- **Task input**:
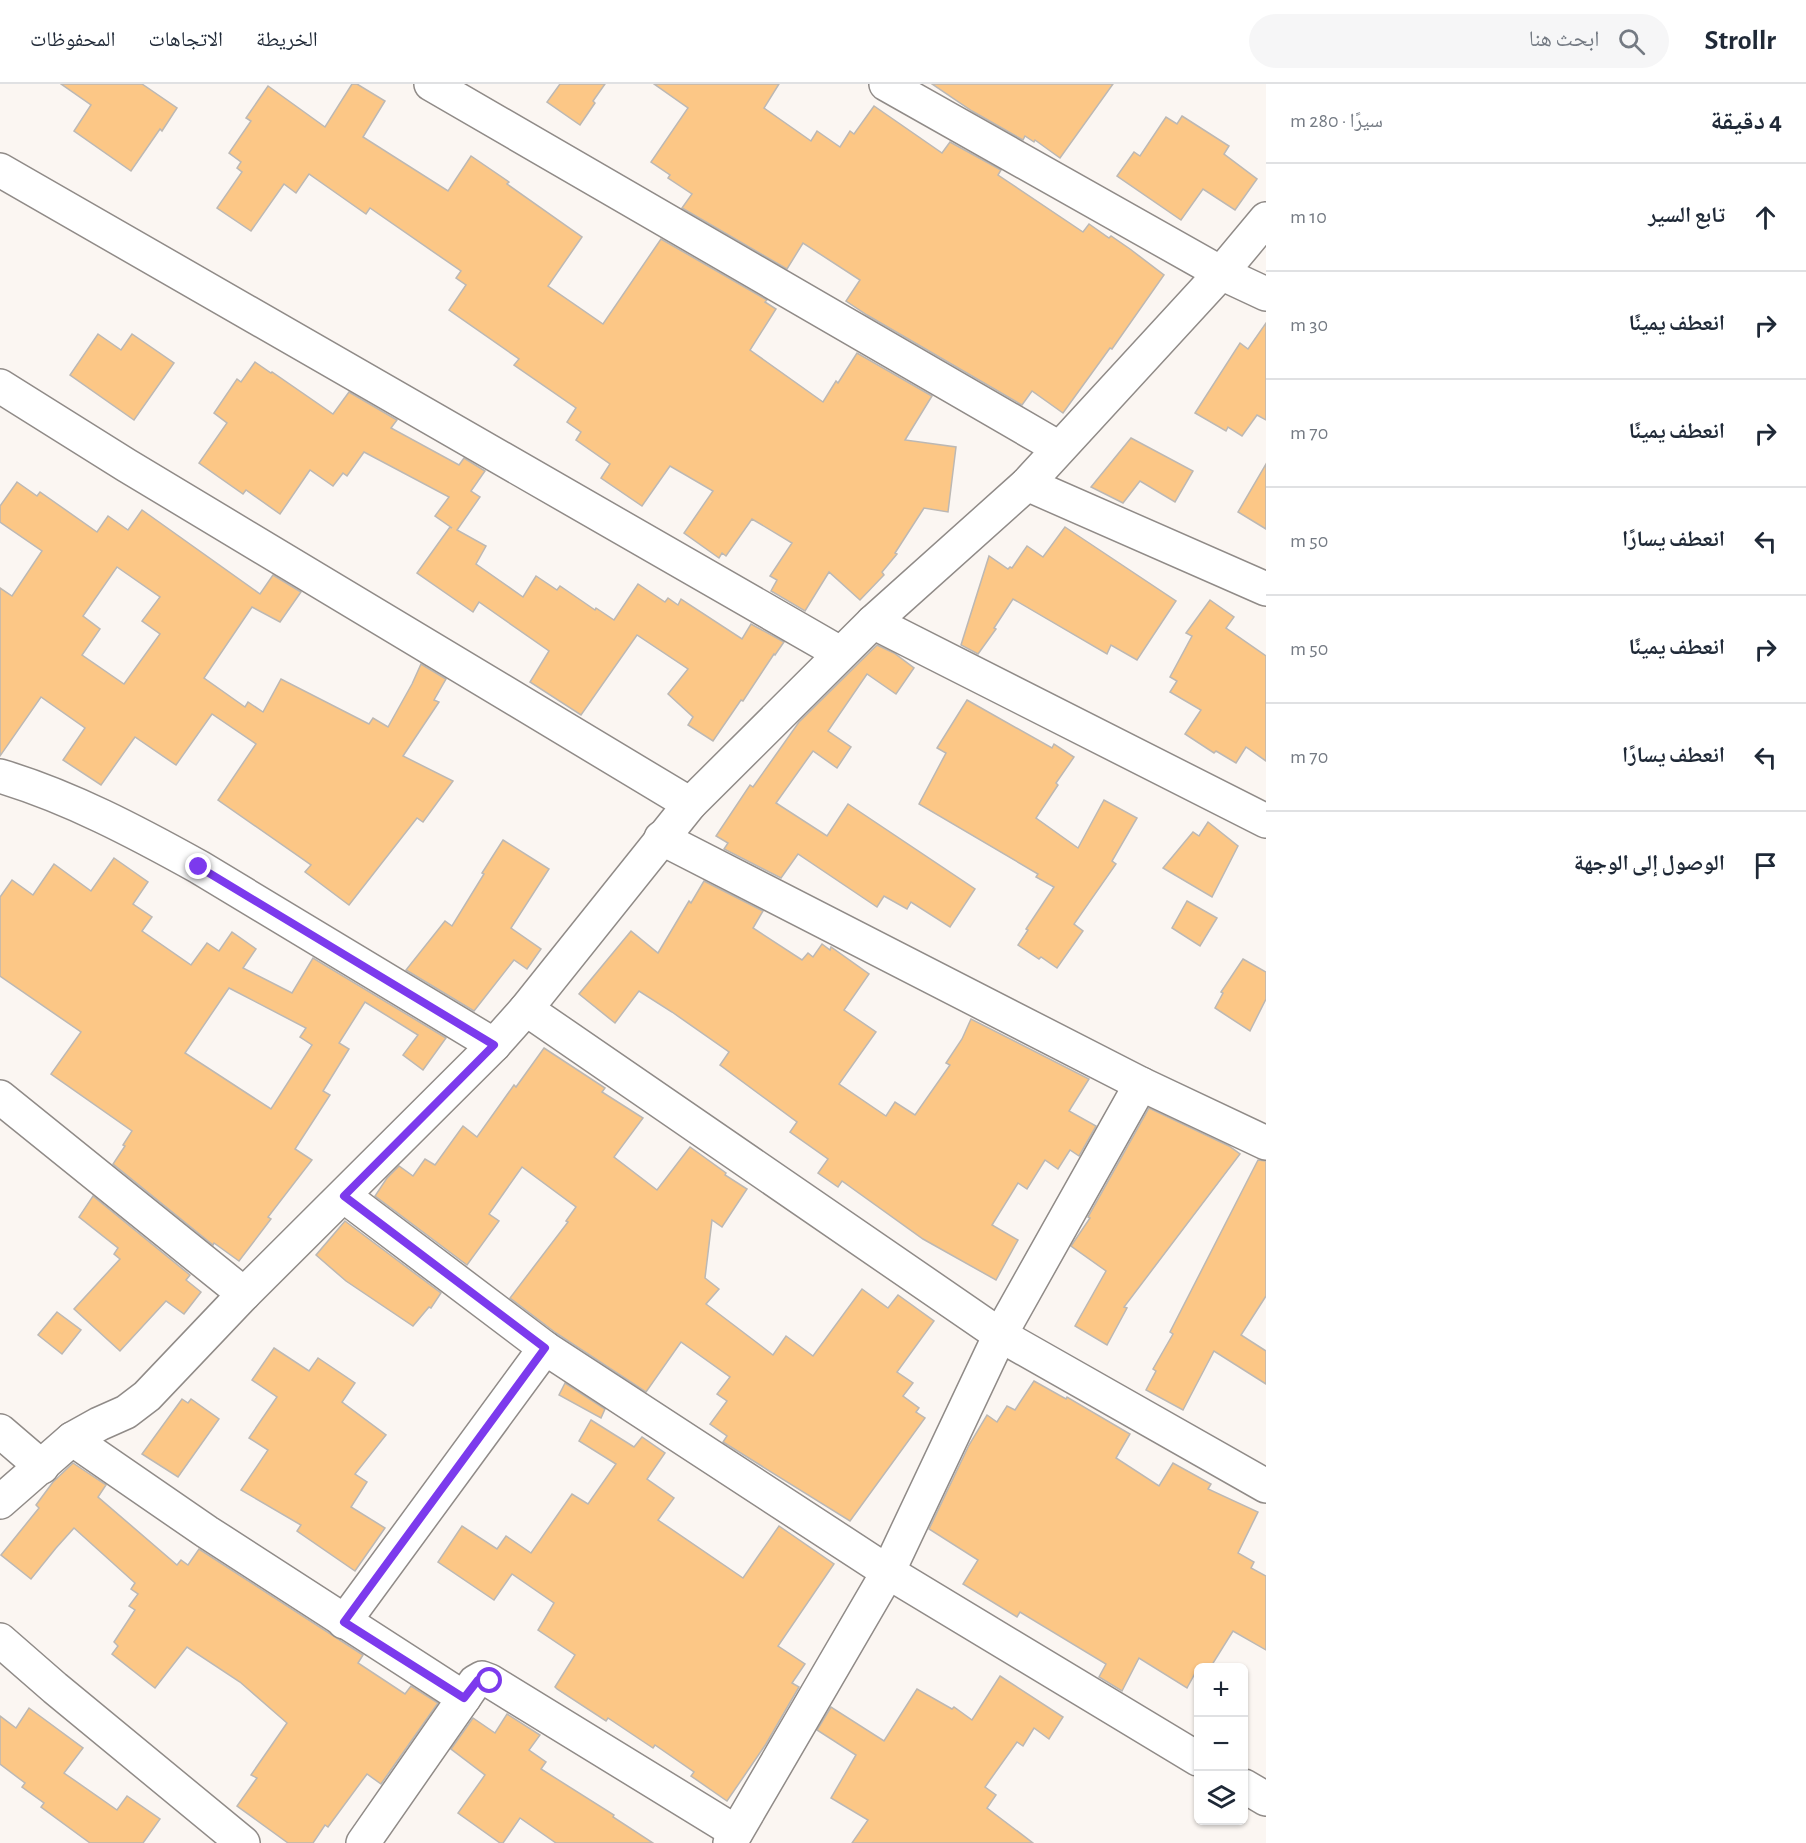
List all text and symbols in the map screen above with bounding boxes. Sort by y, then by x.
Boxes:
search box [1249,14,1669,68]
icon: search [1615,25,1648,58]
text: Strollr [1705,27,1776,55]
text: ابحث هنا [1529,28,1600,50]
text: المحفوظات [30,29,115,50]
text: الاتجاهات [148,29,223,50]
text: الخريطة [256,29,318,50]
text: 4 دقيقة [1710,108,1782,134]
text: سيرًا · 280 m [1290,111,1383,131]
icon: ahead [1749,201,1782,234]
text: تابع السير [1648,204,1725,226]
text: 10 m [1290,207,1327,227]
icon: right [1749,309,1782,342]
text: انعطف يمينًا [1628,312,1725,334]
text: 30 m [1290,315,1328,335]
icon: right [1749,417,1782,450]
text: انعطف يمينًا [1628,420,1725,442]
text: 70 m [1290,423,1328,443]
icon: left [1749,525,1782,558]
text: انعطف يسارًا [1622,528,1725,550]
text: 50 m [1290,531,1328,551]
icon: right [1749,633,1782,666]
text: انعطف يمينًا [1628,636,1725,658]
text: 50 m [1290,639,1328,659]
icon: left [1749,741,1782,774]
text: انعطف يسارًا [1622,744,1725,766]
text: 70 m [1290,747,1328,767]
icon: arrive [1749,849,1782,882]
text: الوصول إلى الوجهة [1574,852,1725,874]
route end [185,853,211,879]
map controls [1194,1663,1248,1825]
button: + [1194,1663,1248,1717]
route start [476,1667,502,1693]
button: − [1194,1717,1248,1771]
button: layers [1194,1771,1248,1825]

--

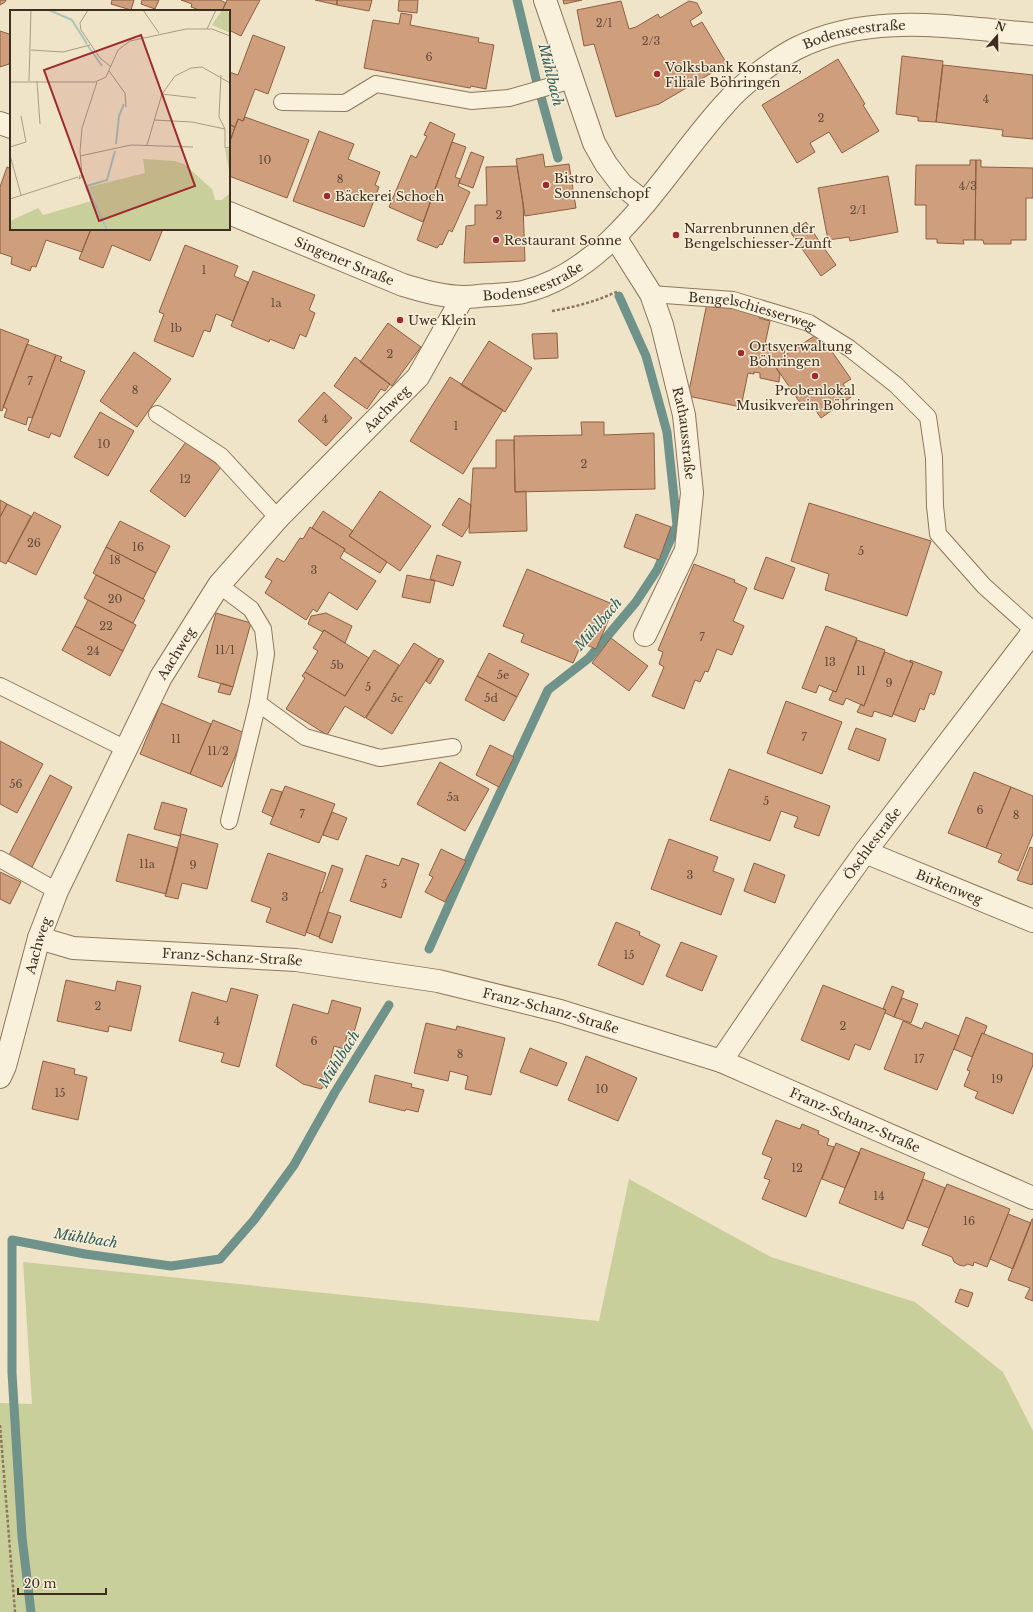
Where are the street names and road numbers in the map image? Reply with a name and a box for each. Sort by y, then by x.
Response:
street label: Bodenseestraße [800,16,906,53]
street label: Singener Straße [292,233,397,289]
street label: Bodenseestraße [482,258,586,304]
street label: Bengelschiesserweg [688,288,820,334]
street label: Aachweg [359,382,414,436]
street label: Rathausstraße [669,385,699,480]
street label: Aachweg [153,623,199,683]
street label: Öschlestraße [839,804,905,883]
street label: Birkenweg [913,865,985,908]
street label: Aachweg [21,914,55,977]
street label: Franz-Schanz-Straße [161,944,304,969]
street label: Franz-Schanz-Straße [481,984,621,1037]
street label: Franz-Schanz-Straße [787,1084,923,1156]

- **The problem**: Nothing but a number should be given: how many lines in the records hold the word "then".

- **Answer below**: 2